Entries provided
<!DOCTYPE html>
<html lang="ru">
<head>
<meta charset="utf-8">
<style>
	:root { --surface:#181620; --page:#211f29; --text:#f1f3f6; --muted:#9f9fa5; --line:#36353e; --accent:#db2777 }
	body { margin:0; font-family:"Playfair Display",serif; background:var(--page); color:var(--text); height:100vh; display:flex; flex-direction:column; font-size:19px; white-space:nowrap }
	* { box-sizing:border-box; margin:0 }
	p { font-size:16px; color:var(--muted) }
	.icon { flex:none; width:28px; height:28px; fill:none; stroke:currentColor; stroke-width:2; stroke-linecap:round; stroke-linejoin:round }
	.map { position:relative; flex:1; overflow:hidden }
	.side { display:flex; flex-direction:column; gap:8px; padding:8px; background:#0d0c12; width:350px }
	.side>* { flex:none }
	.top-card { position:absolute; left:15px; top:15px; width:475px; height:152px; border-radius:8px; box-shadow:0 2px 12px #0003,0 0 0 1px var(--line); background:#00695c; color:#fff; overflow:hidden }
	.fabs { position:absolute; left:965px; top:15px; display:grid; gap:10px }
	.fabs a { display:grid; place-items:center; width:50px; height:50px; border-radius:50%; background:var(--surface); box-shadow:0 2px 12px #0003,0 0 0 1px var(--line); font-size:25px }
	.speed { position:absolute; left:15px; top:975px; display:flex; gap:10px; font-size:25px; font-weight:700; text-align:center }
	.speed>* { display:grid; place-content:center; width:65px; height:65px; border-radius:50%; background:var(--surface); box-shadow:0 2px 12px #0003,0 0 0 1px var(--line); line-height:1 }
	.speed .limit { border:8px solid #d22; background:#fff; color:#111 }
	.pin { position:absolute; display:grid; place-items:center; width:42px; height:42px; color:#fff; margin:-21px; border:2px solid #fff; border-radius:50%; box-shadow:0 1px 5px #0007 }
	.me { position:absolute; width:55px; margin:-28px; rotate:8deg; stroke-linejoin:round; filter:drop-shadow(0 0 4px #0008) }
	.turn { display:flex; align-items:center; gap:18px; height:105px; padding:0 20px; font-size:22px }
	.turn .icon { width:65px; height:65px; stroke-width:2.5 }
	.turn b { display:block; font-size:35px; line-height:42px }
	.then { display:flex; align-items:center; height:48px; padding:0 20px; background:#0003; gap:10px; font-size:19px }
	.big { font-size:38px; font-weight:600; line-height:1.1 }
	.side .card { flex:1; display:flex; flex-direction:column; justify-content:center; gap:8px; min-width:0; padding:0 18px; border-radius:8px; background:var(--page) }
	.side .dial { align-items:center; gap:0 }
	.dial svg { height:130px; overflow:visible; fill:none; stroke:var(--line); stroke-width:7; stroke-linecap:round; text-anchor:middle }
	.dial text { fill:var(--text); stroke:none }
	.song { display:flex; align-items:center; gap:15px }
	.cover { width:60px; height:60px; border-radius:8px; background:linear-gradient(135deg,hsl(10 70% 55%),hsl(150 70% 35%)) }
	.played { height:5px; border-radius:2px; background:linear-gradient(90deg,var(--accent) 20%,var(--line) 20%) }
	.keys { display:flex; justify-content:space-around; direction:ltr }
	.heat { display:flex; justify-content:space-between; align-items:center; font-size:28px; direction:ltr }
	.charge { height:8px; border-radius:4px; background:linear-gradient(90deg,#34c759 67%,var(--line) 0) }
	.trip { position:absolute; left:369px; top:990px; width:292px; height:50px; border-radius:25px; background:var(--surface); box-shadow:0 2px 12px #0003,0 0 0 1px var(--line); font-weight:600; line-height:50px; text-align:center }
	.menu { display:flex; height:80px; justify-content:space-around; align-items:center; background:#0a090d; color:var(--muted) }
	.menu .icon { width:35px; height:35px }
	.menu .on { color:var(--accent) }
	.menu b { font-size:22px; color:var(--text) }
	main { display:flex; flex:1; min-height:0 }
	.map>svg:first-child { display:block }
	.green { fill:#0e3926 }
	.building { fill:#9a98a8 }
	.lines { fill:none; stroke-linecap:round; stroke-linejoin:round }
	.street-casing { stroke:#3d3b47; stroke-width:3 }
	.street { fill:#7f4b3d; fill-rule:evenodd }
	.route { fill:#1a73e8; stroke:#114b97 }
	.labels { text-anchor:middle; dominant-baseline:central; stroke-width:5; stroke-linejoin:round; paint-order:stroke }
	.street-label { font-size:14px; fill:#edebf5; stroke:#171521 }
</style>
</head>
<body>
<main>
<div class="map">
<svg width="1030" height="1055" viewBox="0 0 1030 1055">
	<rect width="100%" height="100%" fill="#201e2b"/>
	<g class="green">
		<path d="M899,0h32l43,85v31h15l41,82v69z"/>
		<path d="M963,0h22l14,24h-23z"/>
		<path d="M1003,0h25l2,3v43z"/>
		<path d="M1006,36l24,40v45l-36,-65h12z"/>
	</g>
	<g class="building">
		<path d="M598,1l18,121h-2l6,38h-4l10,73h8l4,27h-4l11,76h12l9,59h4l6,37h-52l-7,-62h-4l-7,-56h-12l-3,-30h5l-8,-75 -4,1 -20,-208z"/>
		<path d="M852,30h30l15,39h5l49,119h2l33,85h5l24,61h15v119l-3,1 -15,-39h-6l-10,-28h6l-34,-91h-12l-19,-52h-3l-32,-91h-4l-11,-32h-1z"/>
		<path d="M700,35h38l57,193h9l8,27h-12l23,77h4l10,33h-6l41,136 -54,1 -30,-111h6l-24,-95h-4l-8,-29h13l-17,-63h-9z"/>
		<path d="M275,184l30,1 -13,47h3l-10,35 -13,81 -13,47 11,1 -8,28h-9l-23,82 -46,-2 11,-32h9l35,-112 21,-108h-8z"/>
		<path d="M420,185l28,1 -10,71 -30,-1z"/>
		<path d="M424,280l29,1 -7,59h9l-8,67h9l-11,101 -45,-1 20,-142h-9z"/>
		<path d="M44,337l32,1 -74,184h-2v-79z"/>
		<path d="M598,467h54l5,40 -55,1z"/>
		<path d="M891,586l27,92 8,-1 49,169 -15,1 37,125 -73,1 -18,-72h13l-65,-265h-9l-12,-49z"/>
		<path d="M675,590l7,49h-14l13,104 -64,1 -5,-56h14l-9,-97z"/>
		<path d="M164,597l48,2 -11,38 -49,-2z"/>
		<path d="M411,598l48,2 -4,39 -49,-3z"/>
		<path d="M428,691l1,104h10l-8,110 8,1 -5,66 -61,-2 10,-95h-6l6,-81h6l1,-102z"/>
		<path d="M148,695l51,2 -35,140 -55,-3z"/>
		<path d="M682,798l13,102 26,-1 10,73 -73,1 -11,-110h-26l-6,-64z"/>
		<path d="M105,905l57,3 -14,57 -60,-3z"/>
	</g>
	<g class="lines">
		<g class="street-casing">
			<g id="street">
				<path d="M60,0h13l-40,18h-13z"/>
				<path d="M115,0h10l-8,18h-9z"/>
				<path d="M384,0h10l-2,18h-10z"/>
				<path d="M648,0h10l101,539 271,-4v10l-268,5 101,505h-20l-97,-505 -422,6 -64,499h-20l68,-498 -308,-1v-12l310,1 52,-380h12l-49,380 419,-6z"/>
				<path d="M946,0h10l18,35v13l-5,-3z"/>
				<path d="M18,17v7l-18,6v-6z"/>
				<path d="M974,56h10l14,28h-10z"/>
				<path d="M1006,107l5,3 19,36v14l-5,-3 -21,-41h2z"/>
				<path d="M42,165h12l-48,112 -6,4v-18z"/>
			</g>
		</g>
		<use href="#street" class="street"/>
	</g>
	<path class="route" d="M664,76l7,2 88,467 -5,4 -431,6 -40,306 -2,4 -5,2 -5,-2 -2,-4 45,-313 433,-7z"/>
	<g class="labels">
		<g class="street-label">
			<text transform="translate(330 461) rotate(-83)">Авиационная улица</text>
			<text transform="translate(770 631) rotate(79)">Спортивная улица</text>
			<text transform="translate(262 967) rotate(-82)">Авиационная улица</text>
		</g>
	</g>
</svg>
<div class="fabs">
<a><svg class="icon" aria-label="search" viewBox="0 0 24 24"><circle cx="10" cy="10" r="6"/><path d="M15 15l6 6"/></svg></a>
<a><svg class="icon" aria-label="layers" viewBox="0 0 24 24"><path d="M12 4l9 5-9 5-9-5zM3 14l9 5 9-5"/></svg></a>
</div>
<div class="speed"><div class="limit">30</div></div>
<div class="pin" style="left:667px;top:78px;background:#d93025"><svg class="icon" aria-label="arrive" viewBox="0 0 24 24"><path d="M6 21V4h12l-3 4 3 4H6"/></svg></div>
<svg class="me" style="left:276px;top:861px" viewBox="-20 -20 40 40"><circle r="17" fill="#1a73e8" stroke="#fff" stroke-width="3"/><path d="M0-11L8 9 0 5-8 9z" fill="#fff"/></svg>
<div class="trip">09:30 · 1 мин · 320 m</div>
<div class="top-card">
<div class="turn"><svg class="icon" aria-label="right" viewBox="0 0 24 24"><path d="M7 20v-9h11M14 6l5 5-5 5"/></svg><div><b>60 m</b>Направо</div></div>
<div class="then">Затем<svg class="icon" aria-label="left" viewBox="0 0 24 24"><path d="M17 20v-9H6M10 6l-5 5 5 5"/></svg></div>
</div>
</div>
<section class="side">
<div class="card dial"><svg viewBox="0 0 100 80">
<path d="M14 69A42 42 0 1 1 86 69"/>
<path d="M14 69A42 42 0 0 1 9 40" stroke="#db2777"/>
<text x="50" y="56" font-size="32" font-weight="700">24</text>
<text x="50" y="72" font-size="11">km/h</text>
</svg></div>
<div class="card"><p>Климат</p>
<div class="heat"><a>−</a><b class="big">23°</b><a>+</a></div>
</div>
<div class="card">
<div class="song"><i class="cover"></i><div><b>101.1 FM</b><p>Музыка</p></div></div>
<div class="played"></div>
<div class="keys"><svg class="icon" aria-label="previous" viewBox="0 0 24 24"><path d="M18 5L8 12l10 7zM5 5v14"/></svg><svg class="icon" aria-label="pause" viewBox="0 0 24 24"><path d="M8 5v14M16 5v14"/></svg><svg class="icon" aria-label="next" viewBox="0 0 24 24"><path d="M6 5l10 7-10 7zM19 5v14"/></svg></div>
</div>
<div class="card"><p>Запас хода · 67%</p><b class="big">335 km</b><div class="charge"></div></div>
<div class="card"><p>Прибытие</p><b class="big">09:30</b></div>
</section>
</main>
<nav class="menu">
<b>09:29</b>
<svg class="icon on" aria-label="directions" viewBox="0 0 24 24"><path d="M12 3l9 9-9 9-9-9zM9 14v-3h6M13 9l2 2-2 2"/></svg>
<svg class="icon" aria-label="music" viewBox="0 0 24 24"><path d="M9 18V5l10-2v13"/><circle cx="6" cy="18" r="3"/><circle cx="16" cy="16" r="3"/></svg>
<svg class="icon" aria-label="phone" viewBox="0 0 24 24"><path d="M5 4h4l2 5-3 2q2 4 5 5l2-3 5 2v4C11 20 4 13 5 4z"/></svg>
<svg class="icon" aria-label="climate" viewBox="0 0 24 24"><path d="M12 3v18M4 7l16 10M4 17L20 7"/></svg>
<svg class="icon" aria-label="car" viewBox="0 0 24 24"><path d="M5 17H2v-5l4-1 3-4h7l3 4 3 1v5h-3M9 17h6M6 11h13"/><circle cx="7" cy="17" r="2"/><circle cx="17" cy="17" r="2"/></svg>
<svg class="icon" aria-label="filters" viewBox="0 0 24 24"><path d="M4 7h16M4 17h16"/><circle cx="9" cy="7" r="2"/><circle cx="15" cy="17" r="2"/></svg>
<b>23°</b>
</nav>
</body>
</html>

What to do
Pull every line containing "page" out of the records.

Answer to the problem
	:root { --surface:#181620; --page:#211f29; --text:#f1f3f6; --muted:#9f9fa5; --line:#36353e; --accent:#db2777 }
	body { margin:0; font-family:"Playfair Display",serif; background:var(--page); color:var(--text); height:100vh; display:flex; flex-direction:column; font-size:19px; white-space:nowrap }
	.side .card { flex:1; display:flex; flex-direction:column; justify-content:center; gap:8px; min-width:0; padding:0 18px; border-radius:8px; background:var(--page) }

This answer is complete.